On gcc 4.7 (bundled with Android NDK r8e)

$gcc -O2 -mcpu=cortex-a15 -c idiv.c
$objdump -S idiv.o

00000000 <test_idiv>:
   0:   e710f110    sdiv    r0, r0, r1
   4:   e12fff1e    bx  lr

Even this one gives idiv.c:1:0: warning: switch -mcpu=cortex-a15 conflicts with -march=armv7-a switch [enabled by default] if you add -march=armv7-a next to -mcpu=cortex-a15 and doesn't emit idiv instruction.

$gcc -O2 -mcpu=cortex-a15 -march=armv7-a -c idiv.c

idiv.c:1:0: warning: switch -mcpu=cortex-a15 conflicts with -march=armv7-a switch [enabled by default]

$objdump -S idiv.o
00000000 <test_idiv>:
   0:   e92d4008    push    {r3, lr}
   4:   ebfffffe    bl  0 <__aeabi_idiv>
   8:   e8bd8008    pop {r3, pc}

On gcc 4.6 (bundled with Android NDK r8e) it doesn't emit idiv instructions at all but recognizes -mcpu=cortex-a15 also doesn't complain to -mcpu=cortex-a15 -march=armv7-a combination.

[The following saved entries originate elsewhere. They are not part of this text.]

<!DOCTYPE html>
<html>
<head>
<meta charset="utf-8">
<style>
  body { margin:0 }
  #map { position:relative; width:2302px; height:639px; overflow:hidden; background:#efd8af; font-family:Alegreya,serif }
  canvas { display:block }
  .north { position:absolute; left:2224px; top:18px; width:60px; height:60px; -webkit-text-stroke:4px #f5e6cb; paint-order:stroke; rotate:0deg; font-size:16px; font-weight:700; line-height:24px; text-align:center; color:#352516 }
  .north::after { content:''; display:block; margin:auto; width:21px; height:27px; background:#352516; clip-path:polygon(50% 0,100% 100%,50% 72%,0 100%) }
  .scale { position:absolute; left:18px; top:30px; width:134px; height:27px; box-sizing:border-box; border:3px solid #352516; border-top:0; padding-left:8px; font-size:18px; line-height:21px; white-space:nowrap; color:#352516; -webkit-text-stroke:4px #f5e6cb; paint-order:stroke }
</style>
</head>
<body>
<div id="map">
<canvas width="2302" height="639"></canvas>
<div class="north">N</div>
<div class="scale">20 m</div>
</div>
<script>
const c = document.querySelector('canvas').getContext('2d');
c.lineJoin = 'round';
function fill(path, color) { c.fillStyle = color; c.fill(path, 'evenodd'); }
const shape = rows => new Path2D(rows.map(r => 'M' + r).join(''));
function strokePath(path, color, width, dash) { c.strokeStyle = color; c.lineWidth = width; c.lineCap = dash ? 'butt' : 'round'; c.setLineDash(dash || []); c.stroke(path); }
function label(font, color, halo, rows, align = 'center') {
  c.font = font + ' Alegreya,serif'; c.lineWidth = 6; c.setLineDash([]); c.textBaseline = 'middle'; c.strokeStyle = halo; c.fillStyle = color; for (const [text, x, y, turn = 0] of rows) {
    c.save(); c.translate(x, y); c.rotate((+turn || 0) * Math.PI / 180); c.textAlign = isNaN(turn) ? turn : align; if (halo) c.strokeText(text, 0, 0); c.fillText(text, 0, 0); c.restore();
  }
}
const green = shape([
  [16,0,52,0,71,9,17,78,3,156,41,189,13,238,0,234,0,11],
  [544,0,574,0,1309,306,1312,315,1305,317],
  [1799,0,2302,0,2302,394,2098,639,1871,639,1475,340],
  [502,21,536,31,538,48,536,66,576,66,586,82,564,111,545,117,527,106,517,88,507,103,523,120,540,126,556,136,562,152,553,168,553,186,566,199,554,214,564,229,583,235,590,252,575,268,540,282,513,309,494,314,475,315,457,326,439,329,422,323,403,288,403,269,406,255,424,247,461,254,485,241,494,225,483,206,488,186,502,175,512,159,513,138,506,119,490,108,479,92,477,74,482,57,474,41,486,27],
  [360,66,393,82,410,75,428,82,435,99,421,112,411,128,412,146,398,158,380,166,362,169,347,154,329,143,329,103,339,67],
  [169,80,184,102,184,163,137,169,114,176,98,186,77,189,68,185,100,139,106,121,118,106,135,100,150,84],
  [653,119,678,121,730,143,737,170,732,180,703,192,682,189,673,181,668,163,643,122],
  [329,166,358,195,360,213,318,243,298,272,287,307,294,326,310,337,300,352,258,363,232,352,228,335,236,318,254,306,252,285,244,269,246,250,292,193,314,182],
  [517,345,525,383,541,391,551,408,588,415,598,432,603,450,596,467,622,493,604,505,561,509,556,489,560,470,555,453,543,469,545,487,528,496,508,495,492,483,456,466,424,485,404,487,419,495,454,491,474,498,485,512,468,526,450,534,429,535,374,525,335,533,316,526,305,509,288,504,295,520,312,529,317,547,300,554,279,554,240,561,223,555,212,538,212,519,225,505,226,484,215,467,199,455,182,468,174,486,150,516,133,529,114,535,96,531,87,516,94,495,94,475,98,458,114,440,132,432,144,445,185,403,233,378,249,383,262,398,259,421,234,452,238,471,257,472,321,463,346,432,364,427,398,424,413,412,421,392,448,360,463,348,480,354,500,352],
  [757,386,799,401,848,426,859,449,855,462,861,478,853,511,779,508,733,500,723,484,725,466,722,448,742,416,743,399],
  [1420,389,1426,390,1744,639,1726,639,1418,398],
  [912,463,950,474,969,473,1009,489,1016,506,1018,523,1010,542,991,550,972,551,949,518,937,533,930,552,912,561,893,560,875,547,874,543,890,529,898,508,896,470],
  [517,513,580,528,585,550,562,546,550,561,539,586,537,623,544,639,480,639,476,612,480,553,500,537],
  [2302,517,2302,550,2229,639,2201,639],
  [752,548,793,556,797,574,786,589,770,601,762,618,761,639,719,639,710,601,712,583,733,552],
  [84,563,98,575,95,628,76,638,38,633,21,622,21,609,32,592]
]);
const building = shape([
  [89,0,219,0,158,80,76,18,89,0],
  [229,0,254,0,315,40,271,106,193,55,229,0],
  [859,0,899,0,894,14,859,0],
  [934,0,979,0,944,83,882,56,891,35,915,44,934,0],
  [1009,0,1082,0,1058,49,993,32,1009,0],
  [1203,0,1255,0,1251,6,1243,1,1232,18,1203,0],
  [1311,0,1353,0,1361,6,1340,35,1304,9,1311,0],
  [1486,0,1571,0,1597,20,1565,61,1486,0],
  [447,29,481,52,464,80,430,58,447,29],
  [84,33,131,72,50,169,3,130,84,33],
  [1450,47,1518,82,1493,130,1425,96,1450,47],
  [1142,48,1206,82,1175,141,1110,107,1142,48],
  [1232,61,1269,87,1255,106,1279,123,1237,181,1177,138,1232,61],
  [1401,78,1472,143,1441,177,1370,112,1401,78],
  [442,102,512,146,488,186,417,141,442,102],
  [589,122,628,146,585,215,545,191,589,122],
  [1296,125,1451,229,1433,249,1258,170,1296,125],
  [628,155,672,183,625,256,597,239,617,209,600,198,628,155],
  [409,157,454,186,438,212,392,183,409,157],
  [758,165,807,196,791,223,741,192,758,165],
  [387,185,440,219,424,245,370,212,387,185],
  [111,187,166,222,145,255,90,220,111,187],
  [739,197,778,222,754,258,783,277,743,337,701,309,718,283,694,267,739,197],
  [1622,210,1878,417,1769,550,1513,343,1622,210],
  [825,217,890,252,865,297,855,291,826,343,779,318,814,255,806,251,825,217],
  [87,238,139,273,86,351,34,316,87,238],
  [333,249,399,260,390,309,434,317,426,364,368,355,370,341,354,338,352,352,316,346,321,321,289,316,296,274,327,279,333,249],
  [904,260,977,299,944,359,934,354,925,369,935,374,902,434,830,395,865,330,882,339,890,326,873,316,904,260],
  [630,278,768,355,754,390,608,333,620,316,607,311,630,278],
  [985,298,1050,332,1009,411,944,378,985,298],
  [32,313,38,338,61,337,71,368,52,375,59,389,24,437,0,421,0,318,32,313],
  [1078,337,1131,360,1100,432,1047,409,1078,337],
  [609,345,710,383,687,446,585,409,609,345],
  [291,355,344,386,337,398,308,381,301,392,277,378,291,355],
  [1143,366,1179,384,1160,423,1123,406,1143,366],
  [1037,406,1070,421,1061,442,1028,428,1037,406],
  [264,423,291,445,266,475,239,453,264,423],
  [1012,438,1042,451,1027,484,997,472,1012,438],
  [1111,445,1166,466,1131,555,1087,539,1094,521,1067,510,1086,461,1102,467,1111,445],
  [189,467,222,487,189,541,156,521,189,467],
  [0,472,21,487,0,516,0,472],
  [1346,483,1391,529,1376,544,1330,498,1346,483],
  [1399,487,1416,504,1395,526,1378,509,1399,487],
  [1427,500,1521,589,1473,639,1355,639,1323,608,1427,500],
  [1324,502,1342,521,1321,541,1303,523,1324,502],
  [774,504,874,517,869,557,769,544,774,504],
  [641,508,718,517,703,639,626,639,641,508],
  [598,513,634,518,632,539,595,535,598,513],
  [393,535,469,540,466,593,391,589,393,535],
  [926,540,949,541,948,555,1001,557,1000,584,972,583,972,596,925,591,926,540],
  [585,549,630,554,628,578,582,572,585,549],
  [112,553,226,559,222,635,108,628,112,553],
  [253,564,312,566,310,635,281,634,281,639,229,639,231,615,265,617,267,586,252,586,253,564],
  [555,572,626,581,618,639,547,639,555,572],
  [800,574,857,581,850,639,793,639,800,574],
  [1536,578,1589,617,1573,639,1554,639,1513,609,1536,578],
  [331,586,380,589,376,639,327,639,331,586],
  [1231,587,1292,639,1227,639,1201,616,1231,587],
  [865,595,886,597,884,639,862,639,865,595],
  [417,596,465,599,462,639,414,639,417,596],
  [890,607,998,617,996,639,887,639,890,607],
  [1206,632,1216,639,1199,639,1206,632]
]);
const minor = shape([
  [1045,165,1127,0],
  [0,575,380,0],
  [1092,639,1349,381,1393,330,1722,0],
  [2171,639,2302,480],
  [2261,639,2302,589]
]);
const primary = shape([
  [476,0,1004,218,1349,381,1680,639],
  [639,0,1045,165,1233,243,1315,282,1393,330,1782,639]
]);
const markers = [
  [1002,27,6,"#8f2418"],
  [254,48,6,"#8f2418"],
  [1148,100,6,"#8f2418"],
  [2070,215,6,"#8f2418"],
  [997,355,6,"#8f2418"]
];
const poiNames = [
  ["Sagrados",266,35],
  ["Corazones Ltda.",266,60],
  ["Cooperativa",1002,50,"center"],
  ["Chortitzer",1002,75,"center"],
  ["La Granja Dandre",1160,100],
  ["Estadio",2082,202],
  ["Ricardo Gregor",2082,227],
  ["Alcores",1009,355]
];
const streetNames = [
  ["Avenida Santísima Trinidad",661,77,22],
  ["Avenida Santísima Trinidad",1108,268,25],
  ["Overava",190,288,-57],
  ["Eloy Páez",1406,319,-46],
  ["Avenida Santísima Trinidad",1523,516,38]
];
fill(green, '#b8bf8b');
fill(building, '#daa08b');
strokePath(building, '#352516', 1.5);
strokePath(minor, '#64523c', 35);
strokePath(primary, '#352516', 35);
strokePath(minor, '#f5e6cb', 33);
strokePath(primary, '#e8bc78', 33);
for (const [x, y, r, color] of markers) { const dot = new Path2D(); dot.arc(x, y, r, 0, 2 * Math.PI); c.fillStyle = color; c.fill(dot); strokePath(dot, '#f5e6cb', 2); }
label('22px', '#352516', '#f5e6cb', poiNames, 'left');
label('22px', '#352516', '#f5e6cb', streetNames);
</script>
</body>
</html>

Afaik idiv is optional on armv7, so there should be a cleaner way to instruct gcc to emit them but how?

like image 668
auselen Avatar asked Apr 03 '13 08:04

auselen


1 Answers

If the instruction is not in the machine descriptions, then I doubt that gcc will emit code. Note1

You can always use inline-assembler to get the instruction if the compiler is not supporting it.Note2 Since your op-code is fairly rare/machine specific, there is probably not so much effort to get it in the gcc source. Especially, there are arch and tune/cpu flags. The tune/cpu is for a more specific machine, but the arch is suppose to allow all machines in that architecture. This op-code seems to break that rule, if I understand.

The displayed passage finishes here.